* **INSTRUCTIONS FOR THE TASK**
Print the data exactly. Omit the pictures.

* **RECORDS FOR THE EXERCISE**
┏━━

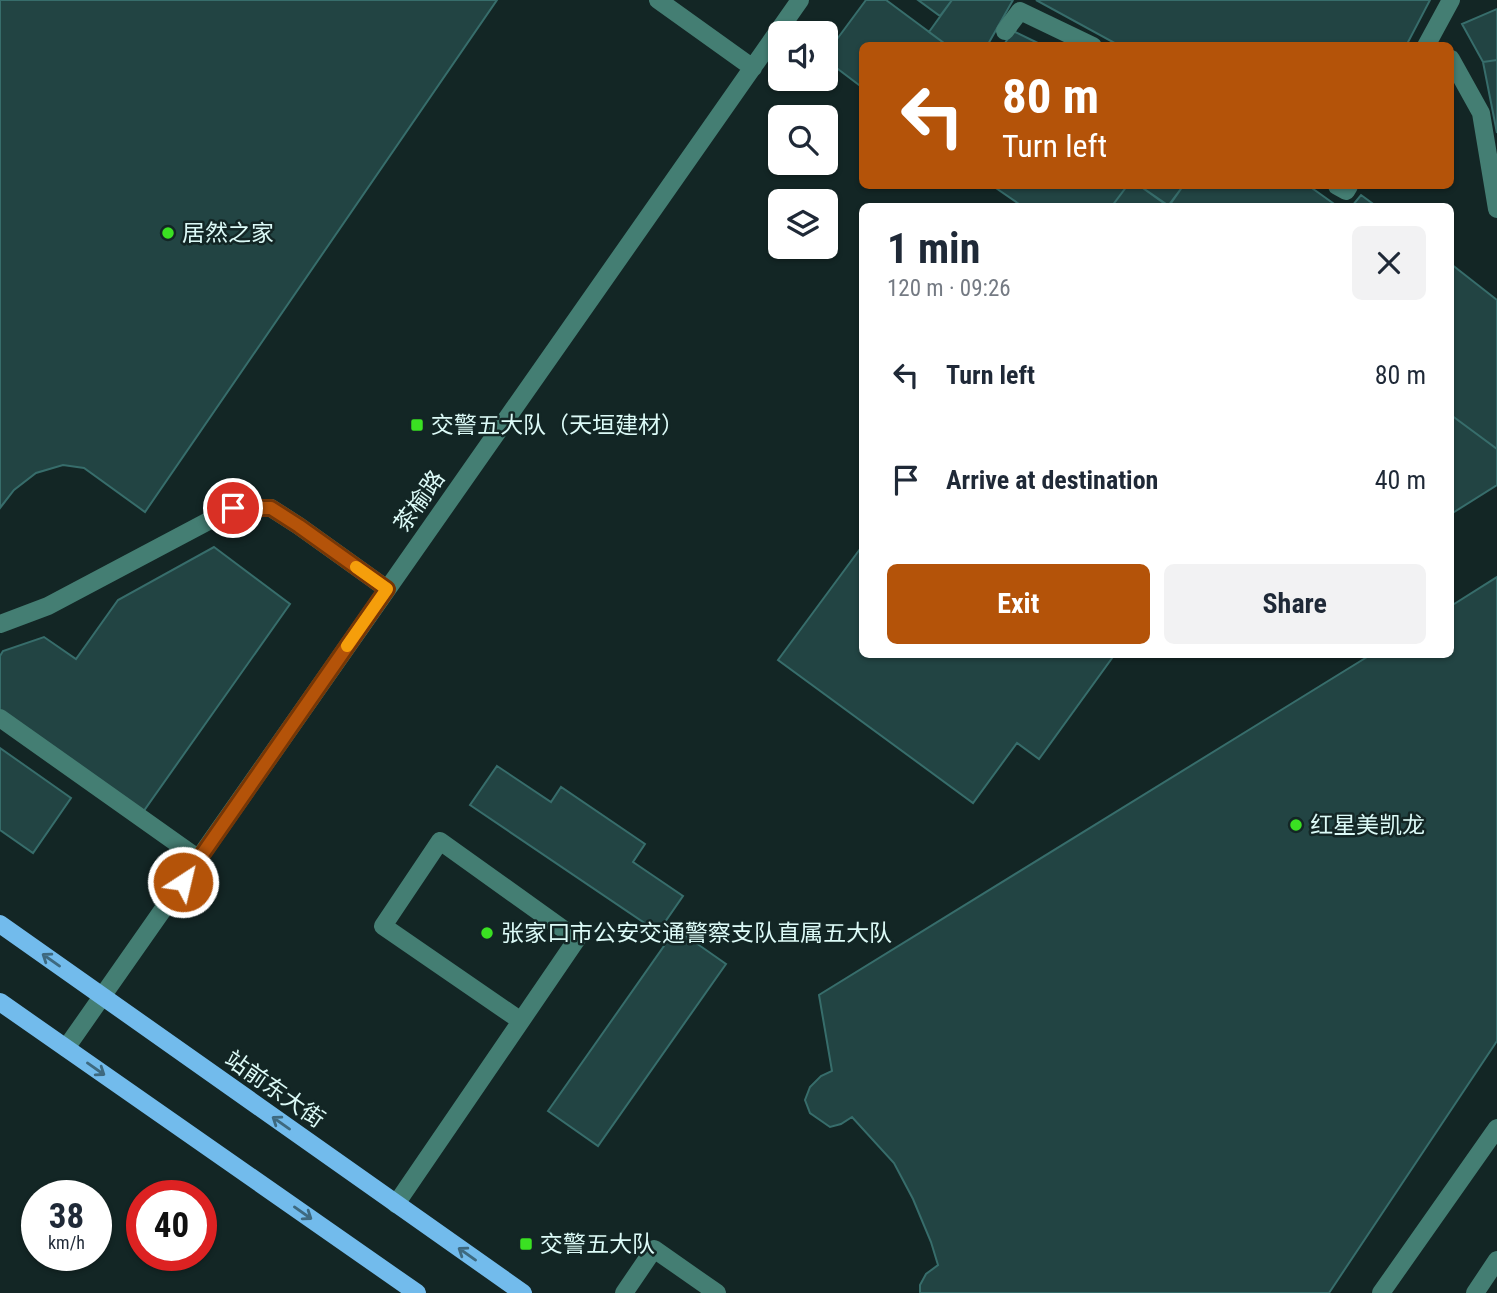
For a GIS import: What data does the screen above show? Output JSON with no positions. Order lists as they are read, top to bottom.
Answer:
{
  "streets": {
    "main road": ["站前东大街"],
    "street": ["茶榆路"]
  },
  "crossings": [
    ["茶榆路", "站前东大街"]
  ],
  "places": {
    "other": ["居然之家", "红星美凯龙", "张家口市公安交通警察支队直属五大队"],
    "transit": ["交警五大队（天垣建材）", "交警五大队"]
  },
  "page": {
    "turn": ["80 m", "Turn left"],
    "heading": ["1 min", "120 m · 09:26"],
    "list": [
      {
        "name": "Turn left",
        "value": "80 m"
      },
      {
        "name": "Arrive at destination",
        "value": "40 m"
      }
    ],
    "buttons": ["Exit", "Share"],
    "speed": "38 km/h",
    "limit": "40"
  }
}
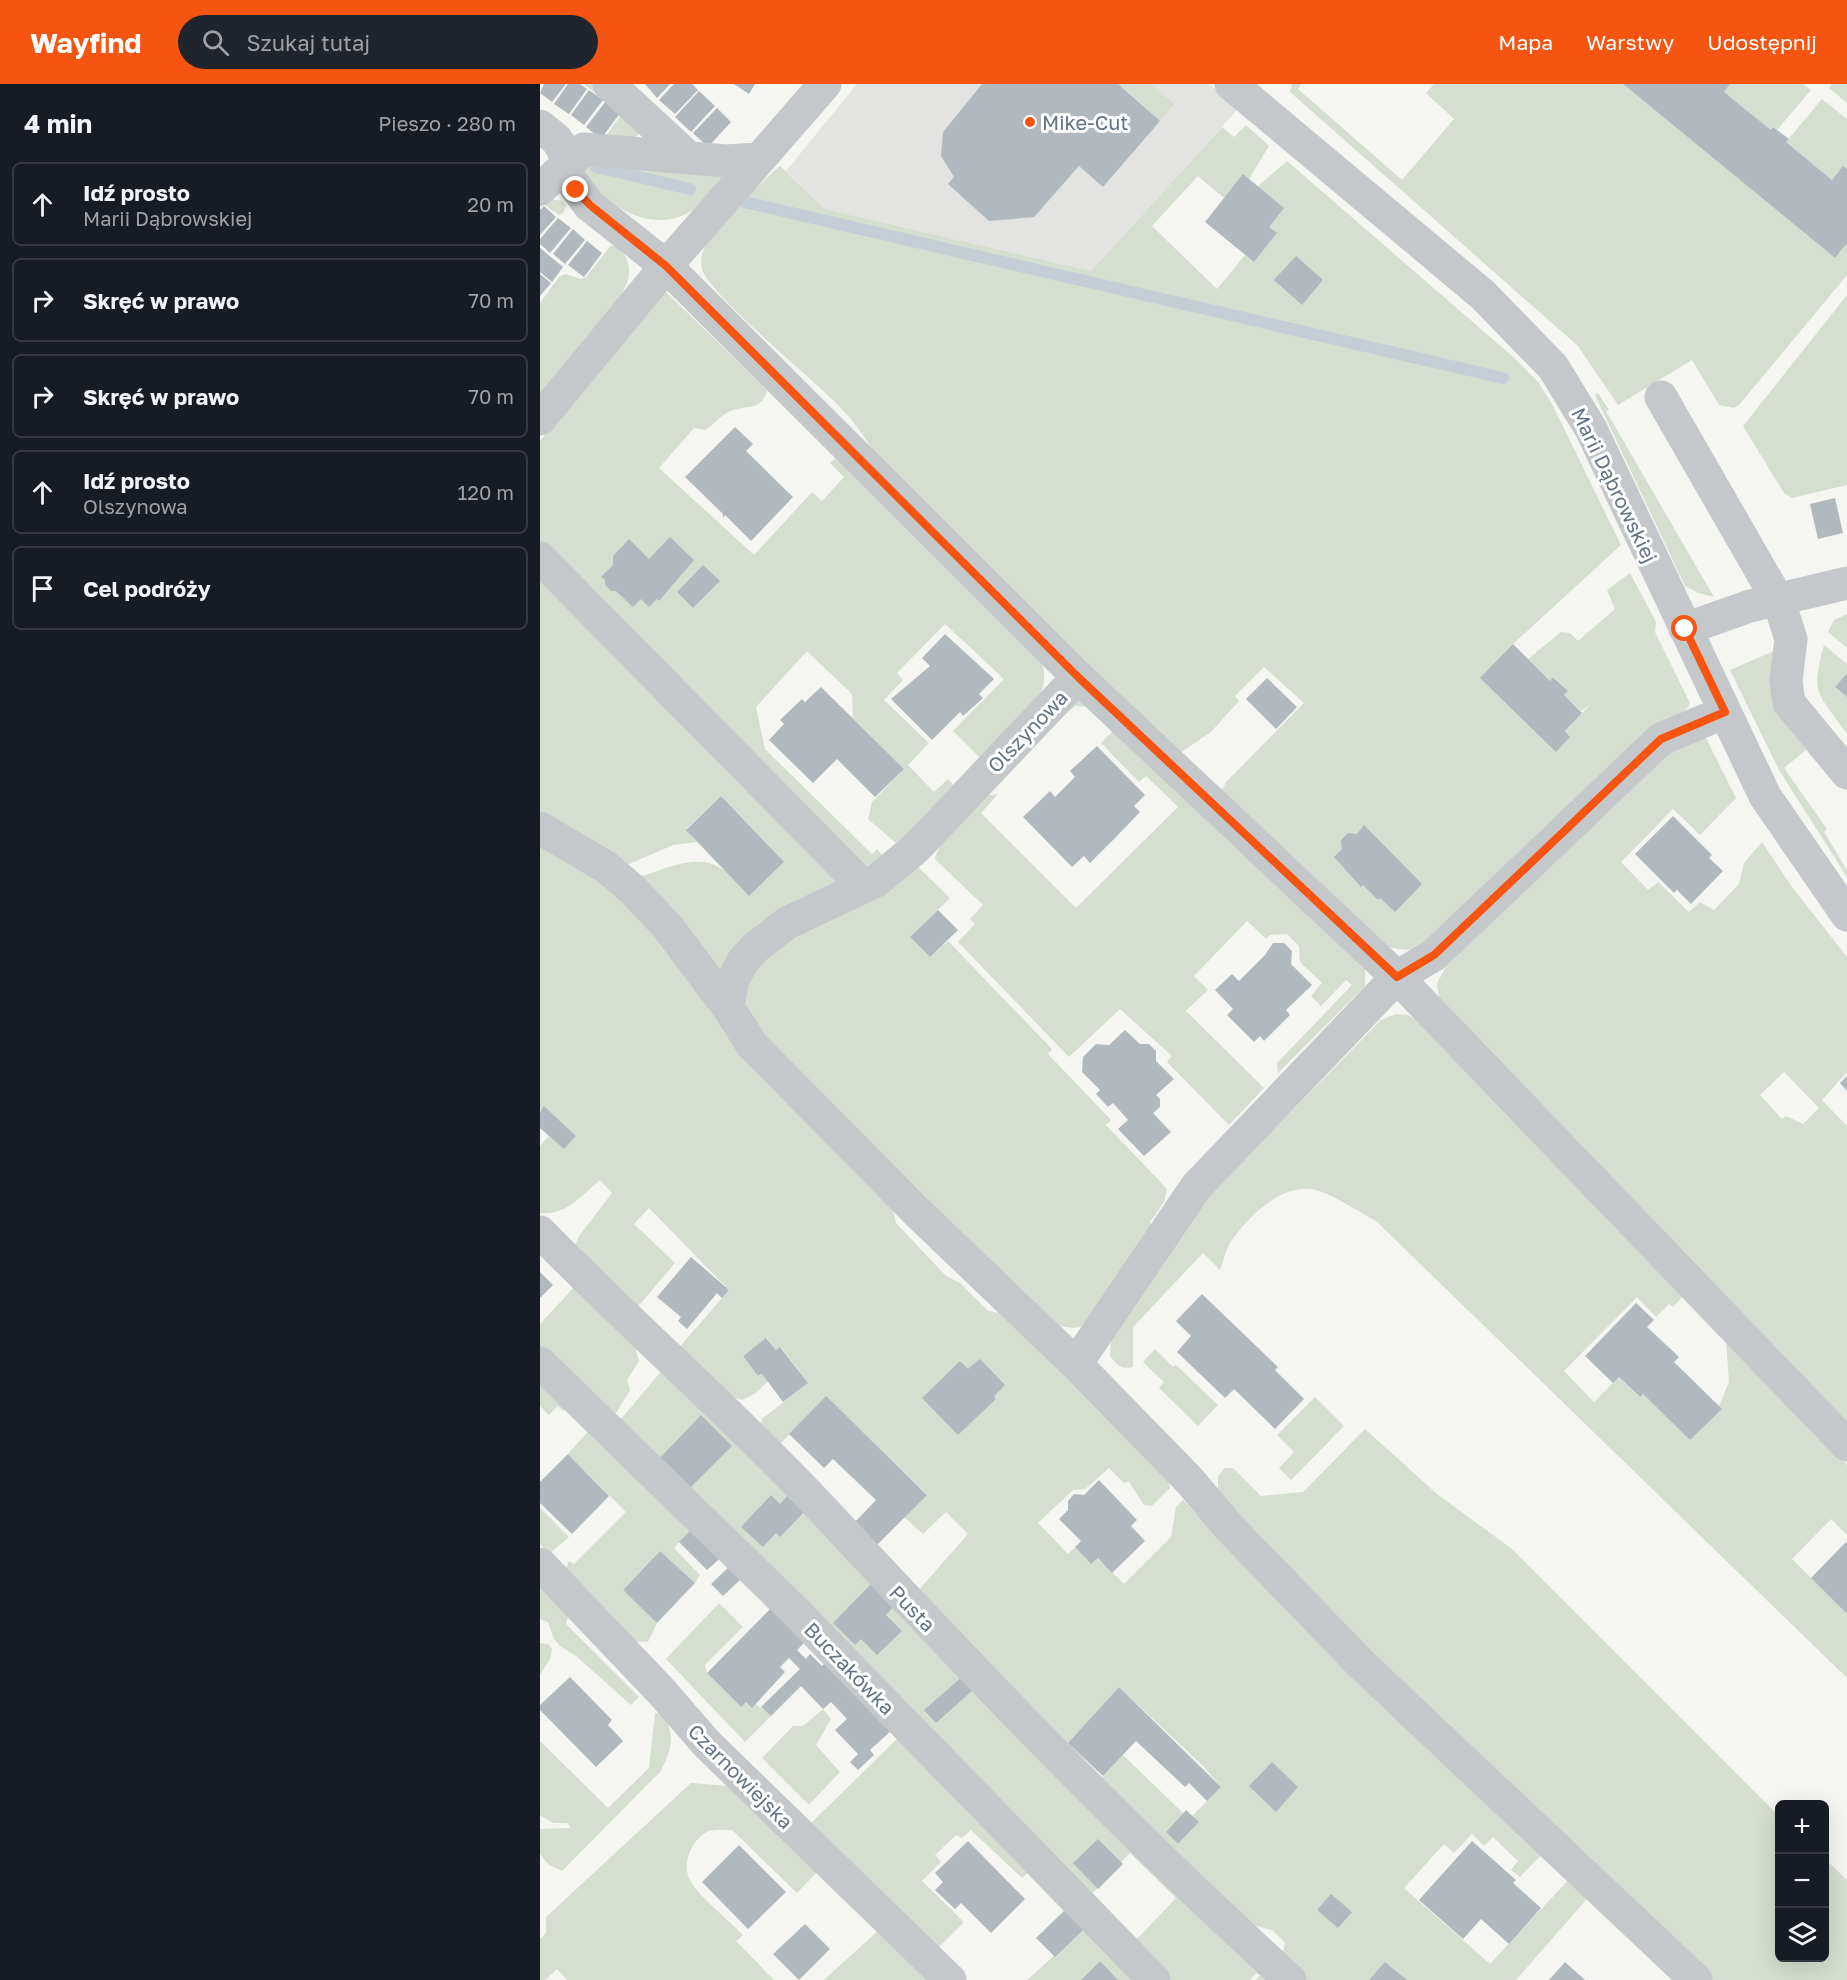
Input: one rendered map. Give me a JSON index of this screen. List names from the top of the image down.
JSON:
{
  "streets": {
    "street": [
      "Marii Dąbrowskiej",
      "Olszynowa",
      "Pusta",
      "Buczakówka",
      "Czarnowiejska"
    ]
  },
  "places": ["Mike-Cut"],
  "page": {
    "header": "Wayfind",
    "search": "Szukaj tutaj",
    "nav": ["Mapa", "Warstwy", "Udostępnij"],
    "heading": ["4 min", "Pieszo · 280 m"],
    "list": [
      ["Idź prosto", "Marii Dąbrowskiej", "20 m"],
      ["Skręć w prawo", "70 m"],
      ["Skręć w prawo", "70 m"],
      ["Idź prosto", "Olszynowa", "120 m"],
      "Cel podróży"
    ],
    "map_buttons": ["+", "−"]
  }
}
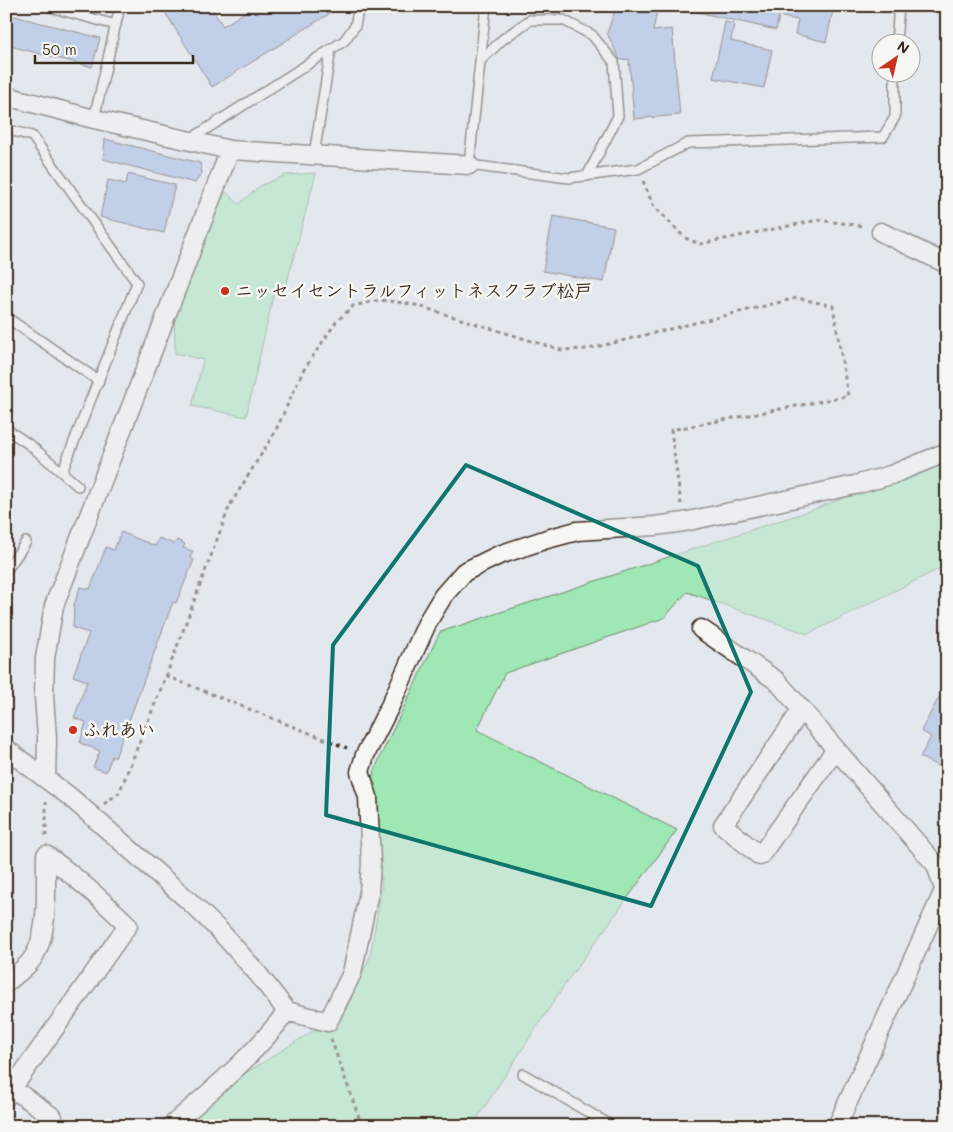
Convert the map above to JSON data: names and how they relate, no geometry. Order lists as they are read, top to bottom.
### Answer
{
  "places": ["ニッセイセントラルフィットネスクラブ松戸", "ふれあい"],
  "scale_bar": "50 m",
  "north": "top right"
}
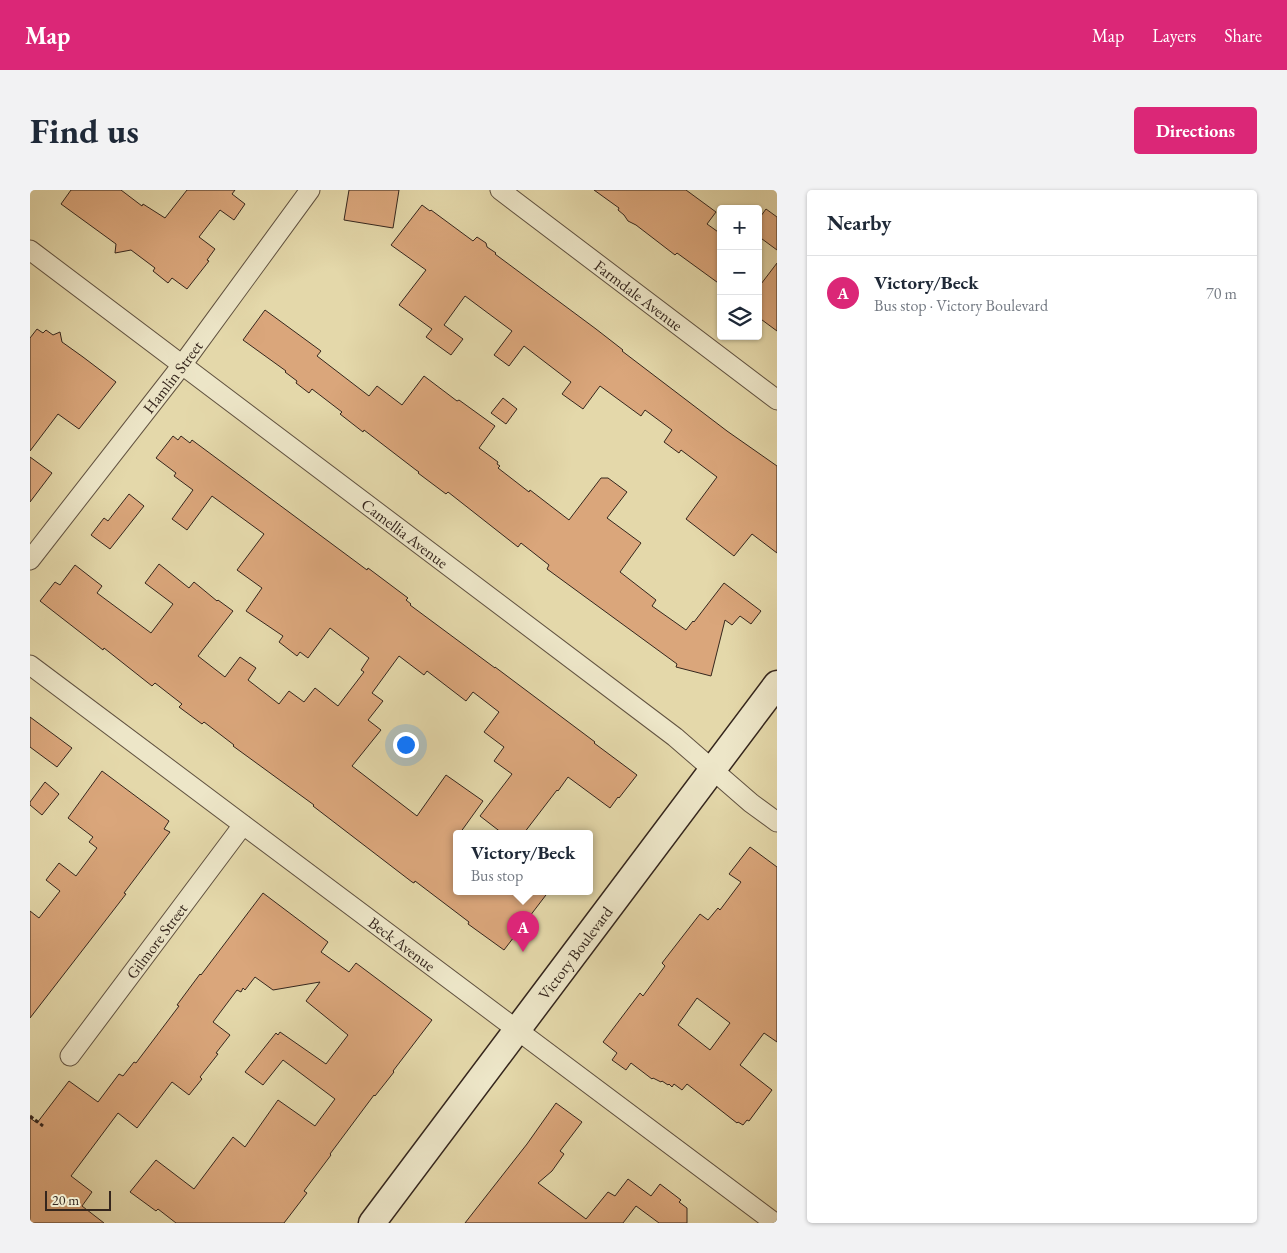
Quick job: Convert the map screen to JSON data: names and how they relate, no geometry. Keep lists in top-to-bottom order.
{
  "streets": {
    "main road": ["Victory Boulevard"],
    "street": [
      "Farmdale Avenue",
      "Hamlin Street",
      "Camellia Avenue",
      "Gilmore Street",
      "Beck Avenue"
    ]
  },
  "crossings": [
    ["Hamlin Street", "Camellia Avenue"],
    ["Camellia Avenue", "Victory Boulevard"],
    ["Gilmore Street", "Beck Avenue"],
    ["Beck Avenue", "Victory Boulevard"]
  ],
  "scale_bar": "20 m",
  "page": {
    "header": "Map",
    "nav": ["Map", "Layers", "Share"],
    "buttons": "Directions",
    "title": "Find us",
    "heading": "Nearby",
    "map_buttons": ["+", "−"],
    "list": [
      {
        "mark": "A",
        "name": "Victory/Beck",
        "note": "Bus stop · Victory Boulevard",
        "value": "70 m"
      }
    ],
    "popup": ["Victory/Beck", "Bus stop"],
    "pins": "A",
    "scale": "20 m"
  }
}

┗━━

* **OUTPUT OF THE TASK**
For a GIS import: What data does the screen above show? Output JSON with no positions. Order lists as they are read, top to bottom.
Answer:
{
  "streets": {
    "main road": ["站前东大街"],
    "street": ["茶榆路"]
  },
  "crossings": [
    ["茶榆路", "站前东大街"]
  ],
  "places": {
    "other": ["居然之家", "红星美凯龙", "张家口市公安交通警察支队直属五大队"],
    "transit": ["交警五大队（天垣建材）", "交警五大队"]
  },
  "page": {
    "turn": ["80 m", "Turn left"],
    "heading": ["1 min", "120 m · 09:26"],
    "list": [
      {
        "name": "Turn left",
        "value": "80 m"
      },
      {
        "name": "Arrive at destination",
        "value": "40 m"
      }
    ],
    "buttons": ["Exit", "Share"],
    "speed": "38 km/h",
    "limit": "40"
  }
}
Input: one rendered map. Give me a JSON index of this screen. List names from the top of the image down.
JSON:
{
  "streets": {
    "street": [
      "Marii Dąbrowskiej",
      "Olszynowa",
      "Pusta",
      "Buczakówka",
      "Czarnowiejska"
    ]
  },
  "places": ["Mike-Cut"],
  "page": {
    "header": "Wayfind",
    "search": "Szukaj tutaj",
    "nav": ["Mapa", "Warstwy", "Udostępnij"],
    "heading": ["4 min", "Pieszo · 280 m"],
    "list": [
      ["Idź prosto", "Marii Dąbrowskiej", "20 m"],
      ["Skręć w prawo", "70 m"],
      ["Skręć w prawo", "70 m"],
      ["Idź prosto", "Olszynowa", "120 m"],
      "Cel podróży"
    ],
    "map_buttons": ["+", "−"]
  }
}
Convert the map above to JSON data: names and how they relate, no geometry. Order lists as they are read, top to bottom.
### Answer
{
  "places": ["ニッセイセントラルフィットネスクラブ松戸", "ふれあい"],
  "scale_bar": "50 m",
  "north": "top right"
}
Quick job: Convert the map screen to JSON data: names and how they relate, no geometry. Keep lists in top-to-bottom order.
{
  "streets": {
    "main road": ["Victory Boulevard"],
    "street": [
      "Farmdale Avenue",
      "Hamlin Street",
      "Camellia Avenue",
      "Gilmore Street",
      "Beck Avenue"
    ]
  },
  "crossings": [
    ["Hamlin Street", "Camellia Avenue"],
    ["Camellia Avenue", "Victory Boulevard"],
    ["Gilmore Street", "Beck Avenue"],
    ["Beck Avenue", "Victory Boulevard"]
  ],
  "scale_bar": "20 m",
  "page": {
    "header": "Map",
    "nav": ["Map", "Layers", "Share"],
    "buttons": "Directions",
    "title": "Find us",
    "heading": "Nearby",
    "map_buttons": ["+", "−"],
    "list": [
      {
        "mark": "A",
        "name": "Victory/Beck",
        "note": "Bus stop · Victory Boulevard",
        "value": "70 m"
      }
    ],
    "popup": ["Victory/Beck", "Bus stop"],
    "pins": "A",
    "scale": "20 m"
  }
}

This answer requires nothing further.